_BRIEF_: In the records below, find the lines that include "webkit" and copy each.

Saved data entries

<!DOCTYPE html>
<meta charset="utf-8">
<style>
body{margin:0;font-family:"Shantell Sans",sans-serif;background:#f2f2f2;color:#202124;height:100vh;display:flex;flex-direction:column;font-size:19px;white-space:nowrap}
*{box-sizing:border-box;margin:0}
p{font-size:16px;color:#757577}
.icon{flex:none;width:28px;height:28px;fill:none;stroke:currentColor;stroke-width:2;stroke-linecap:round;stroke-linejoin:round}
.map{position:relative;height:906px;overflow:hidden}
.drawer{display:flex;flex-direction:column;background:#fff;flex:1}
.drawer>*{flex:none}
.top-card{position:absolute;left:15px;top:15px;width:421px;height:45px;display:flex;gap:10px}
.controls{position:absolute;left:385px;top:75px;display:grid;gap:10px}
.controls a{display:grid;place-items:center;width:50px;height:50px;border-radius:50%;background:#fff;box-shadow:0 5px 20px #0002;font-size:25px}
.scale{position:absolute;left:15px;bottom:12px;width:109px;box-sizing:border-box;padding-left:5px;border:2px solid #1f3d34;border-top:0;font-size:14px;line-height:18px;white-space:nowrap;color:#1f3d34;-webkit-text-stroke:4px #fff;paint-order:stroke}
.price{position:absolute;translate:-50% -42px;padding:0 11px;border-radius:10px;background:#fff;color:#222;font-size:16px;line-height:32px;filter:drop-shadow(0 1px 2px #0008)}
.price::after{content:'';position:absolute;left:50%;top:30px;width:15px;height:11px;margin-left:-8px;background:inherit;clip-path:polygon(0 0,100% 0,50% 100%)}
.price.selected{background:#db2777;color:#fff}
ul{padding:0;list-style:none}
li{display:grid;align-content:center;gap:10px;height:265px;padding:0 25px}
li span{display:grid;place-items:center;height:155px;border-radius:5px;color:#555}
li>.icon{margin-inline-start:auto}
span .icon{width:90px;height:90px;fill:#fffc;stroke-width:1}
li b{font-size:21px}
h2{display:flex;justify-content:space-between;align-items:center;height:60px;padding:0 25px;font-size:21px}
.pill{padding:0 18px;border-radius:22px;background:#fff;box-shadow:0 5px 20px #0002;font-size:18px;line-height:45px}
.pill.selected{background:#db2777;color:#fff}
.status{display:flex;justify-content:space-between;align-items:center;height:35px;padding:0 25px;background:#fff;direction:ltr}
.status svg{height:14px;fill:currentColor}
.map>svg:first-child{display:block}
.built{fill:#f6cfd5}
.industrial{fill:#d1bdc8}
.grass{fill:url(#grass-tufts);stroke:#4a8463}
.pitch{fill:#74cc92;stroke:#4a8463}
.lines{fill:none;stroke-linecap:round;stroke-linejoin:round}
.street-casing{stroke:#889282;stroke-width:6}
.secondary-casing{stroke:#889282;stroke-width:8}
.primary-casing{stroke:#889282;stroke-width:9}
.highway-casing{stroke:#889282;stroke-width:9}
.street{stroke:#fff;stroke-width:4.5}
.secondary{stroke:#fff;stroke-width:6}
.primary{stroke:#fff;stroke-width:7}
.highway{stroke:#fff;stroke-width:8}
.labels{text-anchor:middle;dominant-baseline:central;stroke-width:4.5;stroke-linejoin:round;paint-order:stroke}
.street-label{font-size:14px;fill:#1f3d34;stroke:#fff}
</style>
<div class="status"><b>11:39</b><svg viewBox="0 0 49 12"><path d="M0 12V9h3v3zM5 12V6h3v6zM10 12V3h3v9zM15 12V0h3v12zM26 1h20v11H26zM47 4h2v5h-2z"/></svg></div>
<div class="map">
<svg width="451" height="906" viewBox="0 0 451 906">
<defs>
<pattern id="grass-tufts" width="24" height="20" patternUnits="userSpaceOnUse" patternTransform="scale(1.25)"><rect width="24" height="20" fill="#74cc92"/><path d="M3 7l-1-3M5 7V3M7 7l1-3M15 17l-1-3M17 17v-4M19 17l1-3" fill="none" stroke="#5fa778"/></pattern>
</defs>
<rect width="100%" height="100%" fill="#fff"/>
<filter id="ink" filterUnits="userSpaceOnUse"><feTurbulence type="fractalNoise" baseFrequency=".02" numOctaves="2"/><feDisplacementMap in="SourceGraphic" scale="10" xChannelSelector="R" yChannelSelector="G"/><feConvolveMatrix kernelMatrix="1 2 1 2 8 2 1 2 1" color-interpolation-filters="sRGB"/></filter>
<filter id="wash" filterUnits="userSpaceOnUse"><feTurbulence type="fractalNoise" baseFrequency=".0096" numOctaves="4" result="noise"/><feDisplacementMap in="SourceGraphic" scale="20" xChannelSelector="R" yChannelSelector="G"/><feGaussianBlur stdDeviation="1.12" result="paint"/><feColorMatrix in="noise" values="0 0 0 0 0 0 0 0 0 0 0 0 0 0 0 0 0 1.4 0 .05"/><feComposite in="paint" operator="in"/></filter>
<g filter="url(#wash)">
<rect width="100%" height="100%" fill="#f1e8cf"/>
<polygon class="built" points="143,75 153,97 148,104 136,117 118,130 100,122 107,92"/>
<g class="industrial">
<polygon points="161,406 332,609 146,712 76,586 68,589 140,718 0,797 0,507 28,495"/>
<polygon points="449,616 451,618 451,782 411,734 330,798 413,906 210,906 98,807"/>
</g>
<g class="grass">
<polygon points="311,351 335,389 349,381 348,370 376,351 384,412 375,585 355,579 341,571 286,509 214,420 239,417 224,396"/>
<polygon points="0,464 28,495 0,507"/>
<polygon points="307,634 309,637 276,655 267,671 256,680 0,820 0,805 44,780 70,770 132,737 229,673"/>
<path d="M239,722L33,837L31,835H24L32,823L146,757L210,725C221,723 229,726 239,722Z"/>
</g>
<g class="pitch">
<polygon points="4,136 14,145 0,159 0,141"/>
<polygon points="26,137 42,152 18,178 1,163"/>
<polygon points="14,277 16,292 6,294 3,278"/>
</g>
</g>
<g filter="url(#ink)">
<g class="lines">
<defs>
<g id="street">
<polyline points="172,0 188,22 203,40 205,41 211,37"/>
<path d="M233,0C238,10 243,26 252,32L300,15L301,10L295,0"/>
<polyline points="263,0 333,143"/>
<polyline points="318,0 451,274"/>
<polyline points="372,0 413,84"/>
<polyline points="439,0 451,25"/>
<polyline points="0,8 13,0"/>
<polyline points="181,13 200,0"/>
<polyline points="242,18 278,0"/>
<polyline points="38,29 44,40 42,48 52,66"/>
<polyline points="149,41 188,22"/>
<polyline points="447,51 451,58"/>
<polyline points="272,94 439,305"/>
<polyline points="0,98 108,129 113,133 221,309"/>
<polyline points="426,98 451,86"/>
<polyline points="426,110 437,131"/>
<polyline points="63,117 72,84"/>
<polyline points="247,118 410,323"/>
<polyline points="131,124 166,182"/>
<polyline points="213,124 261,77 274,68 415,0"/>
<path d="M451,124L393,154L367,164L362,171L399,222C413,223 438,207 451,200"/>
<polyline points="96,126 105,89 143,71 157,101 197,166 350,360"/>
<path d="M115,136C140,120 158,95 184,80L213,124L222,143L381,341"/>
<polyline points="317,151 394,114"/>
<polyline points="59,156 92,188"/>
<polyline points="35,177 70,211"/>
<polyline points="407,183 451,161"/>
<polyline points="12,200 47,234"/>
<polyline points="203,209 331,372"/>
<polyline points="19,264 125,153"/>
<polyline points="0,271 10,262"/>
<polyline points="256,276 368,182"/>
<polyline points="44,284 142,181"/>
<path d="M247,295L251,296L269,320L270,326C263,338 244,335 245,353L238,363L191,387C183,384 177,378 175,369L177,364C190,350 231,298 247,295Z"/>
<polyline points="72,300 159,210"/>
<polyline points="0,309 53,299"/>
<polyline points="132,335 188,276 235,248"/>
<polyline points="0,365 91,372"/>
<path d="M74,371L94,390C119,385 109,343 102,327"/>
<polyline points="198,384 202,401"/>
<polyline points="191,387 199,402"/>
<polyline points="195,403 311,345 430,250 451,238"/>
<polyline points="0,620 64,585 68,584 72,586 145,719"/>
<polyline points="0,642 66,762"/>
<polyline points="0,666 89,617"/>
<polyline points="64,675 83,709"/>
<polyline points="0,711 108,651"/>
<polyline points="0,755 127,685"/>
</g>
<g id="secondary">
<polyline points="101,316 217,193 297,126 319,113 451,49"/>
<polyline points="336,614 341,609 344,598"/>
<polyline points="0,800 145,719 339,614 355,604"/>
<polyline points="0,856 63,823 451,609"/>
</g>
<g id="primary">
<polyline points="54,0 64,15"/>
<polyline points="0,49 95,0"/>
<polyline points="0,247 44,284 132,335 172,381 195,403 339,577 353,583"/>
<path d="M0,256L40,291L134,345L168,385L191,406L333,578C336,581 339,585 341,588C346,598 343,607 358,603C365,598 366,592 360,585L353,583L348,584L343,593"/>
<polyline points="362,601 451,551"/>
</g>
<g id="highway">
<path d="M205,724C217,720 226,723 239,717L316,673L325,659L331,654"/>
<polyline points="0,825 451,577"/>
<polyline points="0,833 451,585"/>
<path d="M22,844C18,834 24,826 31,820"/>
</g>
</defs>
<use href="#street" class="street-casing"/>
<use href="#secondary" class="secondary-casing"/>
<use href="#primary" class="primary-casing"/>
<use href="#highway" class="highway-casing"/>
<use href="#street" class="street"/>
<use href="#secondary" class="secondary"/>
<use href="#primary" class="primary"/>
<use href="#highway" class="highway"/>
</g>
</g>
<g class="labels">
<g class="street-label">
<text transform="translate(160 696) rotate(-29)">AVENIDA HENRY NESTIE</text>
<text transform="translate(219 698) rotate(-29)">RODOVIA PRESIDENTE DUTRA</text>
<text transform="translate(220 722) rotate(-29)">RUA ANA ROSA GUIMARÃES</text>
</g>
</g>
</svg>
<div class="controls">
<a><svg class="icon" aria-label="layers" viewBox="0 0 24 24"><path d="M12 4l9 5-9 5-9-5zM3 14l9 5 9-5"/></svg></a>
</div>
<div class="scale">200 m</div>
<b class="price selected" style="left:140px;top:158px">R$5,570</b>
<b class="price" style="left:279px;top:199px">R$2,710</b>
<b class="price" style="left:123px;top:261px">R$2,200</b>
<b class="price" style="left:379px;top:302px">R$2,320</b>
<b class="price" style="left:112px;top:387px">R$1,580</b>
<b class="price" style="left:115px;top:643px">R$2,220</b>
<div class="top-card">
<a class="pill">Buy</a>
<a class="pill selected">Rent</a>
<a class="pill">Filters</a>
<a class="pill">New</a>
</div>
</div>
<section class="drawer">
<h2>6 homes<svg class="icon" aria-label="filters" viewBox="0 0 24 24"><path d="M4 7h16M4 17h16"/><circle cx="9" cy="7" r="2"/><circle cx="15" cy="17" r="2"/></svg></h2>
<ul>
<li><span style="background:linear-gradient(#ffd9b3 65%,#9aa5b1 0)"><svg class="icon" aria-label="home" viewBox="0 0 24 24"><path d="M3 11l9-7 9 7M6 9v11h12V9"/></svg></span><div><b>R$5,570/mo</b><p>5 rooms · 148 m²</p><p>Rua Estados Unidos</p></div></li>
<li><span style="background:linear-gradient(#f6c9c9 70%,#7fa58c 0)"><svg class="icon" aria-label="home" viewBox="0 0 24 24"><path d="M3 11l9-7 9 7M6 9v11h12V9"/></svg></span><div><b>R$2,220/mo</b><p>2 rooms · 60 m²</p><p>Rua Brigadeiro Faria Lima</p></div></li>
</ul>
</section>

---

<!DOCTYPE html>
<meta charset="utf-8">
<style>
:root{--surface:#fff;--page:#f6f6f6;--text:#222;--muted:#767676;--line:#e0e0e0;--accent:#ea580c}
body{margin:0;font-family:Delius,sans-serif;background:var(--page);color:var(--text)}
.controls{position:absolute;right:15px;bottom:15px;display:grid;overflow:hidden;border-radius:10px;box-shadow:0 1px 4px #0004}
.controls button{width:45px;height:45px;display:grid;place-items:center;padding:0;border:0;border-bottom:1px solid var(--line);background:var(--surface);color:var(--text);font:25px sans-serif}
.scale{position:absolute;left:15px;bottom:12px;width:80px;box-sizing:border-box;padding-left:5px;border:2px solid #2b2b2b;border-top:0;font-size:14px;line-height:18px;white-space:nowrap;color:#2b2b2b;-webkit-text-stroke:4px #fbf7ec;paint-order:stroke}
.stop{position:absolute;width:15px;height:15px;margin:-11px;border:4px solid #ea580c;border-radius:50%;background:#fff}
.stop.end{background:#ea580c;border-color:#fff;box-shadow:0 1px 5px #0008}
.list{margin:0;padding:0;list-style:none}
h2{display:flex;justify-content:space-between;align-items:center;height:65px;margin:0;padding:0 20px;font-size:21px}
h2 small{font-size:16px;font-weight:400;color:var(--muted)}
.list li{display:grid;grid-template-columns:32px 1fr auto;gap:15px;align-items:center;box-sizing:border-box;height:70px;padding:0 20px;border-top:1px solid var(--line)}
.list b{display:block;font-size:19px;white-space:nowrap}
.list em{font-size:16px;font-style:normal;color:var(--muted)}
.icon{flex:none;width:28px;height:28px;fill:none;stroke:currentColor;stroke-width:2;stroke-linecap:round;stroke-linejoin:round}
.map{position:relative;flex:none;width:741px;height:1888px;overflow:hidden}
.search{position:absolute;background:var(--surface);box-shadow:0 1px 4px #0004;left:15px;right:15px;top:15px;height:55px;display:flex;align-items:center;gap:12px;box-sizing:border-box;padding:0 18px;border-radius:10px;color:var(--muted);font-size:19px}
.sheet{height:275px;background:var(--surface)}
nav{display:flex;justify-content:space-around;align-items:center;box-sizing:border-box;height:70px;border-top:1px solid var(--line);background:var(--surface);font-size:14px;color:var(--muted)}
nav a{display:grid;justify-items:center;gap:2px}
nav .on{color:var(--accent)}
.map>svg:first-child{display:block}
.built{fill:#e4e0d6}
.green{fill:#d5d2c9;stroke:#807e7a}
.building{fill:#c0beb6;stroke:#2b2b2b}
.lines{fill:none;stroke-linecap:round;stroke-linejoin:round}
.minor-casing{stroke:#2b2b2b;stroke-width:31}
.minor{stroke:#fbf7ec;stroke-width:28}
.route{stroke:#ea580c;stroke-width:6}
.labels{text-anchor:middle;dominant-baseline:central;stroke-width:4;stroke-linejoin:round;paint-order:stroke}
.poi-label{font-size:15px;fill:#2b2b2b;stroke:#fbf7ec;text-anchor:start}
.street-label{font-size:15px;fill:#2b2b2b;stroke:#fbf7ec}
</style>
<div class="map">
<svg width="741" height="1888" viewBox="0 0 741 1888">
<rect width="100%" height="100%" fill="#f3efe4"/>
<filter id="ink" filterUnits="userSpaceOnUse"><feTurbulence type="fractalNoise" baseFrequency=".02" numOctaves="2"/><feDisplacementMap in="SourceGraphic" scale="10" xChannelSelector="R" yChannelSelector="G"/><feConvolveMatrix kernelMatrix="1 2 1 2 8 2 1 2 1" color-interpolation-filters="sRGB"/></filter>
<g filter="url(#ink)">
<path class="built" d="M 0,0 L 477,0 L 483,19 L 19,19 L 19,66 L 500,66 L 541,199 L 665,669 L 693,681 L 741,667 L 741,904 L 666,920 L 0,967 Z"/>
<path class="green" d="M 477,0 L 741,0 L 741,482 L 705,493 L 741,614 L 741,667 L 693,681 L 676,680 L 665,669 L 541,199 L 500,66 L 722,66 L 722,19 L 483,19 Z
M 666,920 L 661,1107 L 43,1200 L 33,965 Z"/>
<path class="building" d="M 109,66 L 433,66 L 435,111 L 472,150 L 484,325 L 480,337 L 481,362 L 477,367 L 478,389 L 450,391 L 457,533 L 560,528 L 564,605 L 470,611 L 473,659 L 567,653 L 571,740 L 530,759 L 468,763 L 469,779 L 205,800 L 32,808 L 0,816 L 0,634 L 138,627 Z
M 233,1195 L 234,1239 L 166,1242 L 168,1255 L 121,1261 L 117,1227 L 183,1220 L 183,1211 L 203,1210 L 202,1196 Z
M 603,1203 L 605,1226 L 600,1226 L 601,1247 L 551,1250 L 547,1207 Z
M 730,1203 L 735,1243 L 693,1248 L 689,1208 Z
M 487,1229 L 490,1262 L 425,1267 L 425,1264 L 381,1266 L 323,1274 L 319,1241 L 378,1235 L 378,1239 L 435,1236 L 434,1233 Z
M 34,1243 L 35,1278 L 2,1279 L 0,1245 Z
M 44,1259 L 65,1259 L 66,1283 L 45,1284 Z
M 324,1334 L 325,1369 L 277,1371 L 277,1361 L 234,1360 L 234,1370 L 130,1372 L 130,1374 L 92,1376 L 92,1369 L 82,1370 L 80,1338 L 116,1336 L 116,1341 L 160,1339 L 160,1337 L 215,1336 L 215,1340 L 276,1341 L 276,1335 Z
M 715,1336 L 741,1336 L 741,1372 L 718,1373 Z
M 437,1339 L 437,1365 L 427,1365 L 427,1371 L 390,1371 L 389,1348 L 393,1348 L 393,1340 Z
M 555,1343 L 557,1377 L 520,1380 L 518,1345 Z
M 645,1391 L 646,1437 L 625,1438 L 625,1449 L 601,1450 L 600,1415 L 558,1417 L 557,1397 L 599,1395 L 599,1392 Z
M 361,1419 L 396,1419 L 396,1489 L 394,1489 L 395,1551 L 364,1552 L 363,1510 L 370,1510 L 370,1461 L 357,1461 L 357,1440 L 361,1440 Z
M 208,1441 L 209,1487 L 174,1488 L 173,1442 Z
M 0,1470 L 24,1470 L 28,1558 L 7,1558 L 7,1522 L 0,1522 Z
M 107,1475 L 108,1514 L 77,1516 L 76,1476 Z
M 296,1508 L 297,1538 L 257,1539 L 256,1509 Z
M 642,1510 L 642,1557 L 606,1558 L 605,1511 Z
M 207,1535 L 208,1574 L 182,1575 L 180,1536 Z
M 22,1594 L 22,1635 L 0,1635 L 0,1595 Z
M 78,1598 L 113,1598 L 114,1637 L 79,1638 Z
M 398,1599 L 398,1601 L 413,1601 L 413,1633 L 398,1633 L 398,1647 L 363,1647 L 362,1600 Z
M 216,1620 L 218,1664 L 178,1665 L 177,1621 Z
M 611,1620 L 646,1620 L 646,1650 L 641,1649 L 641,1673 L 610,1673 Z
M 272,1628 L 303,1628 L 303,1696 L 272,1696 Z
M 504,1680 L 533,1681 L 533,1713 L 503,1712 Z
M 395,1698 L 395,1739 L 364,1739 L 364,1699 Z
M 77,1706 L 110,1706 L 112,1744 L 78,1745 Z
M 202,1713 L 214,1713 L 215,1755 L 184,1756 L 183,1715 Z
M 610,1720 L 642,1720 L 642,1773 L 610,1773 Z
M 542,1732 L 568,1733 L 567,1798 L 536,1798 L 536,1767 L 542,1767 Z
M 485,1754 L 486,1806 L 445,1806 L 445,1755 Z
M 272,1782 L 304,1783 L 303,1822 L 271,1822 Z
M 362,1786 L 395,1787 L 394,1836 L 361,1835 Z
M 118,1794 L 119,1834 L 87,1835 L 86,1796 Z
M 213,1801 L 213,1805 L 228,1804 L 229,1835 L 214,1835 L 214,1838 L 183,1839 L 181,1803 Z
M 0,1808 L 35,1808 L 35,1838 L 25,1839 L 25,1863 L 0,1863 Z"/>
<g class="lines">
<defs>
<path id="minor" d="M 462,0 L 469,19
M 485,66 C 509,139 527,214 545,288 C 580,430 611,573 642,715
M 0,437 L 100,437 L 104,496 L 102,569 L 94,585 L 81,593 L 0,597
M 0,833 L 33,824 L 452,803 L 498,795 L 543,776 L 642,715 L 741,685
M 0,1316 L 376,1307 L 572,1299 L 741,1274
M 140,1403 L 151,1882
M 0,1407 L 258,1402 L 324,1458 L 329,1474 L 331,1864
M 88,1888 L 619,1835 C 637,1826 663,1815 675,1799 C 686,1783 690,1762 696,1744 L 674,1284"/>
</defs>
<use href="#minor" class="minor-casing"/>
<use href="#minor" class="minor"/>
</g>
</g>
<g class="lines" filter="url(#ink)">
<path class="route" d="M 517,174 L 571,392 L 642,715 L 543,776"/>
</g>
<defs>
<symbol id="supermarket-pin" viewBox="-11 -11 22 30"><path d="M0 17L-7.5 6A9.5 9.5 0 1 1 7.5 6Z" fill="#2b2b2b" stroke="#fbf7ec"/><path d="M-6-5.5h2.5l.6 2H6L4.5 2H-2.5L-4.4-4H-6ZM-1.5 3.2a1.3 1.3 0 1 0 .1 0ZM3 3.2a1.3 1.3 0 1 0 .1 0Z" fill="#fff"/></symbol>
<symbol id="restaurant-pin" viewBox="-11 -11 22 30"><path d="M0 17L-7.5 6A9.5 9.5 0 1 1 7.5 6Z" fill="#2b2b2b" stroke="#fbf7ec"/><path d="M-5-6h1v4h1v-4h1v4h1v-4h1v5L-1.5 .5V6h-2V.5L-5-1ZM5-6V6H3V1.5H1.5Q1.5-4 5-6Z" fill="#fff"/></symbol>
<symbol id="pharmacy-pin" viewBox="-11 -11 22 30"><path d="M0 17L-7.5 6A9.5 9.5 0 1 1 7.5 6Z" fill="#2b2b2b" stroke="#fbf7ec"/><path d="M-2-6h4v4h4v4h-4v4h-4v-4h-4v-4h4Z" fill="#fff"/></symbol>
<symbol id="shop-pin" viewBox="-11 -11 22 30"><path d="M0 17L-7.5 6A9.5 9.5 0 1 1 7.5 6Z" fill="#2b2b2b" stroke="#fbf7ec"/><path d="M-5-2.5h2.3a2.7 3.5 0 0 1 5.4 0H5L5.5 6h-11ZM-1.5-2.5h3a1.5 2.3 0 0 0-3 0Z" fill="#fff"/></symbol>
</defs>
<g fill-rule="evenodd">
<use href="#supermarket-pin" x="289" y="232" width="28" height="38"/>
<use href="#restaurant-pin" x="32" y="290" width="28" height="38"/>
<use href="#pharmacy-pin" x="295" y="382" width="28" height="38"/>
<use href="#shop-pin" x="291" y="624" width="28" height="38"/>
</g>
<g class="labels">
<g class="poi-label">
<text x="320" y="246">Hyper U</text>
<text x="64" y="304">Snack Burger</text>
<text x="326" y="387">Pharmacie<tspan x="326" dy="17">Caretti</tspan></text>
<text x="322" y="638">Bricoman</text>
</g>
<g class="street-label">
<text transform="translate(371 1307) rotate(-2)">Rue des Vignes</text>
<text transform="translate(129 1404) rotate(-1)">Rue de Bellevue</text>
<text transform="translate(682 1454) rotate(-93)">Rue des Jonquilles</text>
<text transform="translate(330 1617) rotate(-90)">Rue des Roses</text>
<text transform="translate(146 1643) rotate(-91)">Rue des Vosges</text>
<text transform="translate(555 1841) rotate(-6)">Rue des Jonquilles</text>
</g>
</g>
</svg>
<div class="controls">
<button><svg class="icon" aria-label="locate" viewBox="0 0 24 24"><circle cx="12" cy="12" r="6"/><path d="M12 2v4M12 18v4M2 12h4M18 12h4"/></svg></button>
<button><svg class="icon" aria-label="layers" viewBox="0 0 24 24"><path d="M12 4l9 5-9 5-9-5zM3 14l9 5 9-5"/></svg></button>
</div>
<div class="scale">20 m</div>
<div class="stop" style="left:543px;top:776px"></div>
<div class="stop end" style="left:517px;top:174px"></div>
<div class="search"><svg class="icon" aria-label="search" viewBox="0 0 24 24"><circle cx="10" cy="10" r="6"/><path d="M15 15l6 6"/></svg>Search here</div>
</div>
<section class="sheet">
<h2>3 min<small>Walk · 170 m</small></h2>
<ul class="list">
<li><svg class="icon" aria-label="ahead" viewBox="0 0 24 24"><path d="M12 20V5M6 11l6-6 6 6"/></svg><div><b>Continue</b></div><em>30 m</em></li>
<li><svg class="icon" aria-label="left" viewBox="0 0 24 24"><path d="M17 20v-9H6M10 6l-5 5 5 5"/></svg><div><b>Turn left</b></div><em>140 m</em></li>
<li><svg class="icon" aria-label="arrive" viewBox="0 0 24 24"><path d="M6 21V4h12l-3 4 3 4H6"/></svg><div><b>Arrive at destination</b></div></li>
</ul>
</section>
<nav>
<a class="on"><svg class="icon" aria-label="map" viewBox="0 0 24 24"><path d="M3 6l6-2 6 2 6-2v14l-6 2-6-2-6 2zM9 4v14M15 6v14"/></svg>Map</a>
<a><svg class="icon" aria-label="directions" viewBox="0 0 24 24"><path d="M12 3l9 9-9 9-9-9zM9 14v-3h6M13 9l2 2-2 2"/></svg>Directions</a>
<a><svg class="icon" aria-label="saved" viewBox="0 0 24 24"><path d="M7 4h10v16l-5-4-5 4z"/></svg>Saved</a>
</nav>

_RESPONSE TO THE TASK_:
.scale{position:absolute;left:15px;bottom:12px;width:109px;box-sizing:border-box;padding-left:5px;border:2px solid #1f3d34;border-top:0;font-size:14px;line-height:18px;white-space:nowrap;color:#1f3d34;-webkit-text-stroke:4px #fff;paint-order:stroke}
.scale{position:absolute;left:15px;bottom:12px;width:80px;box-sizing:border-box;padding-left:5px;border:2px solid #2b2b2b;border-top:0;font-size:14px;line-height:18px;white-space:nowrap;color:#2b2b2b;-webkit-text-stroke:4px #fbf7ec;paint-order:stroke}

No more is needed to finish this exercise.